SECTION 3.14 Environmental Liability. There are no legal,
administrative, arbitral or other proceedings, claims, actions, causes of
action, private environmental investigations or remediation activities or
governmental investigations of any nature seeking to impose, or that could
reasonably result in the imposition, on the Company of any liability or
obligation arising under common law or under any local, state or federal
environmental statute, regulation or ordinance including, without limitation,
the Comprehensive Environmental Response, Compensation and Liability Act of
1980, as amended, pending or threatened against the Company, which liability or
obligation will, either individually or in the aggregate, have a Material
Adverse Effect on the Company. To the knowledge of the Company, there is no
reasonable basis for any such proceeding, claim, action or governmental
investigation that would impose any such liability or obligation on the Company.
The Company is not subject to any agreement, order, judgment, decree, letter or
memorandum by or with any Governmental Entity or third party imposing any
liability or obligation with respect to the foregoing that would reasonably be
expected to have, either individually or in the aggregate, a Material Adverse
Effect on the Company.
SECTION 3.15 Tax Matters. (a) The Company and each of its
Subsidiaries, and each affiliated combined or unitary group of which the Company
or any of its Subsidiaries is or has been a member, has timely filed all
federal, state, local and non-U.S. income and franchise Tax Returns (as
hereinafter defined) and all other material Tax Returns and reports required to
be filed by it or has timely filed requests for extensions of the filing
deadline on such Tax Returns. All such Tax Returns are complete and correct in
all material respects.
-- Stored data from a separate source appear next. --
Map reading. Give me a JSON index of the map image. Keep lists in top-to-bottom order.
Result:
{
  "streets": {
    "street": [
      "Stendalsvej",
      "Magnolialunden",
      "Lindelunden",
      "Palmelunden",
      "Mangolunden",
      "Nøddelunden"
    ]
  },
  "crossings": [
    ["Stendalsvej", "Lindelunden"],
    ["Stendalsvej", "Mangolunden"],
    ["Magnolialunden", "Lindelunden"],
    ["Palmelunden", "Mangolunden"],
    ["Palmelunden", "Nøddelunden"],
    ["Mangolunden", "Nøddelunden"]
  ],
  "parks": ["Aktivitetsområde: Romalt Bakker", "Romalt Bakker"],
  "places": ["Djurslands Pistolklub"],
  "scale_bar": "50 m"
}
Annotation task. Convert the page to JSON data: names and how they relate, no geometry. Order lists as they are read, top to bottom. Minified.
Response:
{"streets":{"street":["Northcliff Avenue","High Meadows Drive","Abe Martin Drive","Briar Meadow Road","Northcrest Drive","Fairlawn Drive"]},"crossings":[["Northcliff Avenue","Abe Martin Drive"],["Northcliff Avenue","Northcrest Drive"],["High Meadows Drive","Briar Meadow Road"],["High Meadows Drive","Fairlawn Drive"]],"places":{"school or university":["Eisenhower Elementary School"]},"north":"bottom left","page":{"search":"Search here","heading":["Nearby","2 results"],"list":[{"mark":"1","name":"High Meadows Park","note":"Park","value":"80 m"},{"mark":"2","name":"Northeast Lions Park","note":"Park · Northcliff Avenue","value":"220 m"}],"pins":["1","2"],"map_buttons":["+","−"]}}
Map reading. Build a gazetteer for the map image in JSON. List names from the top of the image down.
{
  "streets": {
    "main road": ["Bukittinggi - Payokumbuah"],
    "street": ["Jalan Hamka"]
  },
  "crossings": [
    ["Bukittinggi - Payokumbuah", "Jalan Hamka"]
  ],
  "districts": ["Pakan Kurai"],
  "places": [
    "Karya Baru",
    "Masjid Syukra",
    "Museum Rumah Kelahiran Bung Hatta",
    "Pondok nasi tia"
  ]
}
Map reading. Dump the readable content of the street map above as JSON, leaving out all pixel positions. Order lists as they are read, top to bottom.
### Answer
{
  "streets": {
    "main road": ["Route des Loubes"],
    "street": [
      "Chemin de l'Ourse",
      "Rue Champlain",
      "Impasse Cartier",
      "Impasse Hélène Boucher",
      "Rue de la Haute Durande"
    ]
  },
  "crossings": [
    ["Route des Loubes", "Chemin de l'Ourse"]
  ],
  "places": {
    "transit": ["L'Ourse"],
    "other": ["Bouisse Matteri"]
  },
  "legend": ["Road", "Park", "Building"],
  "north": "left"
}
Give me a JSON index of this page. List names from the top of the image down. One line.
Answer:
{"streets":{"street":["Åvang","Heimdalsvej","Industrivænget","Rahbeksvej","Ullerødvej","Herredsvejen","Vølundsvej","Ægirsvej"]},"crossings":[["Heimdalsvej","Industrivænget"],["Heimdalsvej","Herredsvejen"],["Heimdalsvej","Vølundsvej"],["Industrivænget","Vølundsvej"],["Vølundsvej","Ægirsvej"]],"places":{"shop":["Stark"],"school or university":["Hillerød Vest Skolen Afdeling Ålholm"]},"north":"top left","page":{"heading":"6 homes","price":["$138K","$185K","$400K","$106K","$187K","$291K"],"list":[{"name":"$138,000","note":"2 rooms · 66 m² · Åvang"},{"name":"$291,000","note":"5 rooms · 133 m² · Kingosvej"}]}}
The Company and each of its Subsidiaries has paid (or the
Company has paid on its Subsidiaries' behalf) all Taxes shown as due on such Tax
Returns for the periods covered by such Tax Returns and there are no other Taxes
due for which adequate reserves have not been established.
(b) The Company is a "bank" as defined in Section 581 of the
Code.
(c) No deficiencies for any Taxes have been proposed, asserted
or assessed against the Company or any of its Subsidiaries that have not been
fully paid or adequately provided for in the appropriate financial statements of
the Company and its Subsidiaries, no requests for waivers of the time to assess
any Taxes are pending, and no power of attorney with respect to any Taxes has
been executed or filed with any taxing authority.
17
(d) No material liens for Taxes exist with respect to any
assets or properties of the Company or any of its Subsidiaries, except for
statutory liens for Taxes not yet due.
(e) None of the Company or any of its Subsidiaries is a party
to or is bound by any Tax sharing agreement, Tax indemnity obligation or similar
agreement, arrangement or practice with respect to Taxes (including any advance
pricing agreement, closing agreement or other agreement relating to Taxes with
any taxing authority).
(f) The Company and its Subsidiaries have complied in all
material respects with all applicable Laws relating to the payment and
withholding of Taxes and has duly and timely withheld from employee salaries,
wages and other compensation and has paid to the appropriate taxing authorities
all material amounts required to be so withheld and paid over for all periods
under all applicable laws.
(g) No material federal, state, local or non-U.S. audits or
other administrative proceedings or court proceedings are presently pending with
regard to any federal, state, local or non-U.S. income or franchise Taxes or
material other federal, state, local or non-U.S. Taxes or Tax Returns of the
Company or its Subsidiaries and neither the Company nor any of its Subsidiaries
has received a written notice of any pending audit or proceeding. No material
issues relating to Taxes have been raised in writing by the relevant taxing
authority during any presently pending audit or examination.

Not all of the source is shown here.